(aslo called Epiretinal Membrane, Cellophane Maculopathy, or Surface Wrinkling Retinopathy)
The macula refers to the central portion of the retinal that is responsible for fine focus visual acuity. Visual images are focused by the cornea and the lens on to the macula. From the macula the visual information is sent via the optic nerve to the brain, where it is interpreted as sight. In patients with Macular Pucker, a thin, cellophane-like pice of tissue grows on top of the macula and distorts the visual signals that are sent to the brain. The most common symptom for patients is central distortions to their central vision (straight lines appear wavy or with gaps).
Macular puckers can develop due to injury to the eye, previous eye surgery, prior uveitis (inflammation int he eye) or diabetic retinopathy.
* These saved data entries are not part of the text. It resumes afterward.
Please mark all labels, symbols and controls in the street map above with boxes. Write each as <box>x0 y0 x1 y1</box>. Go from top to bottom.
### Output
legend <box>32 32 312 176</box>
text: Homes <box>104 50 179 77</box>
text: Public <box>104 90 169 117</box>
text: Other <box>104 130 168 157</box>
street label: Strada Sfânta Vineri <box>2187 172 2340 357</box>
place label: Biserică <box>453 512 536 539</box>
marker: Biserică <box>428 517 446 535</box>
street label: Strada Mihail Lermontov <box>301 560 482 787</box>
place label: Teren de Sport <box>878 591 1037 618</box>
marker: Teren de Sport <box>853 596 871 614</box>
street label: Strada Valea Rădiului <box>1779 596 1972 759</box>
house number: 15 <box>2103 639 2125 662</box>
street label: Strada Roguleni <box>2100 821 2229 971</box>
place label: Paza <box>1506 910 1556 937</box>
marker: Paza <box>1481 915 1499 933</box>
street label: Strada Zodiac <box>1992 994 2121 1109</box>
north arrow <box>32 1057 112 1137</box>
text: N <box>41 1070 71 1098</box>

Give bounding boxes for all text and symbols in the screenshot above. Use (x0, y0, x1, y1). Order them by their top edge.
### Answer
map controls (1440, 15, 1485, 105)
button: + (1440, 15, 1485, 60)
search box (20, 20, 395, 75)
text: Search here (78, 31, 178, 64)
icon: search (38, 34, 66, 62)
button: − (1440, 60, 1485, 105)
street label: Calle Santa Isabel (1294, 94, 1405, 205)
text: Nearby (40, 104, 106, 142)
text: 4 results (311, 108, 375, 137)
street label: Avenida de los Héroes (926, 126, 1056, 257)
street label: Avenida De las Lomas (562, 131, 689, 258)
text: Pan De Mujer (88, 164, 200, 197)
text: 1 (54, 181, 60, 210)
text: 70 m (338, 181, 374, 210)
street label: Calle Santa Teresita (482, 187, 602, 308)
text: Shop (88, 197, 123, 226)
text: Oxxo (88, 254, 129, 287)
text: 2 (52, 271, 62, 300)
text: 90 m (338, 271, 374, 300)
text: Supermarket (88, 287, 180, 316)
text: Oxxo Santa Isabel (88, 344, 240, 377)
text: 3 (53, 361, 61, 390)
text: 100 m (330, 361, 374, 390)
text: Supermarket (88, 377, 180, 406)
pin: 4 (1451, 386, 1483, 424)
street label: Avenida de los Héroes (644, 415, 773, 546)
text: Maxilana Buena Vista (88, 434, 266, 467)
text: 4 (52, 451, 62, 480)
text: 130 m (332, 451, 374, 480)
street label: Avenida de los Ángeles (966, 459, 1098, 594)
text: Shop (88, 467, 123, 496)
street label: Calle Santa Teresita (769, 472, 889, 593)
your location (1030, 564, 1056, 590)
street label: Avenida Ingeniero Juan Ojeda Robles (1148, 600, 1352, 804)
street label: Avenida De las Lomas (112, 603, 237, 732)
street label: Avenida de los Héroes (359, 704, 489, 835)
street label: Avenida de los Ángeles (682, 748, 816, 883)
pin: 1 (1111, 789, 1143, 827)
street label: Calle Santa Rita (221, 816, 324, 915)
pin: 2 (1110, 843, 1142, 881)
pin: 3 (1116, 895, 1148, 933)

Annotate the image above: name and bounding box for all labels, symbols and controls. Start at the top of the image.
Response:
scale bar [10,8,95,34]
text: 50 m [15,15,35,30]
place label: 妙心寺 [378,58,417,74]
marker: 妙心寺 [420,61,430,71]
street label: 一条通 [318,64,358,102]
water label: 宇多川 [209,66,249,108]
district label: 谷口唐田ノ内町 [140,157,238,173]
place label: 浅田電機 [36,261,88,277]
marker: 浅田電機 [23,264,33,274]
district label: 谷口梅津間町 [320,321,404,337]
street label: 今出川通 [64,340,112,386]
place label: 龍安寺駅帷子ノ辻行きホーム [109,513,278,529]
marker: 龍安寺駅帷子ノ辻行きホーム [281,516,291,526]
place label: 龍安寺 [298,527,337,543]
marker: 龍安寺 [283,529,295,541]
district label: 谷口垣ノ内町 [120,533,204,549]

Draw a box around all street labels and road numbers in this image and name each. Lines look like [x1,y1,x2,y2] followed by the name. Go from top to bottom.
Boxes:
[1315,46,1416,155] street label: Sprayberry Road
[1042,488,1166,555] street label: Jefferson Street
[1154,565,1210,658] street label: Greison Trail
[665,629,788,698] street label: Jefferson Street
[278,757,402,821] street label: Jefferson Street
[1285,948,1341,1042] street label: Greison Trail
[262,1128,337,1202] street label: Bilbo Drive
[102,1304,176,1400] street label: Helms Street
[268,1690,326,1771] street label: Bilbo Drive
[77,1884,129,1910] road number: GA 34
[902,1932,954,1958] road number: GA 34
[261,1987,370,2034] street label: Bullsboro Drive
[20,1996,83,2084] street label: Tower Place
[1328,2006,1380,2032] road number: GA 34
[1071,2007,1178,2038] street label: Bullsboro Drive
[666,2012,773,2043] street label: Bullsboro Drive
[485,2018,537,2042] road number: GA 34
In the majority of patients with macular puckers, there is no identifiable underlying cause, but there is often scar tissue involved.
Cellophane Maculopathy Treatment
Surgery is the only known treatment option for macular puckers, but injection of steroids into the eye may decrease the severity of symptoms. If the symptoms interfere with daily activities, a vitrectomy can be performed to resolve the macular pucker.
Under local anesthesia, vitreous gel is removed from your eye to relieve the pulling on your retina and the scar tissue causing the macular pucker is removed.
Macular Pucker Symptoms
A macular pucker can occur spontaneously or can be caused by an injury to the eye. Blurry vision or sight that is mildly distorted could be a sign of a macular pucker. You may notice that straight lines appear distorted or that you have trouble reading small print that was not a problem for you before.
Patients can monitor their symptoms by using an Amsler Grid to track their distortions and monitor for subtle changes.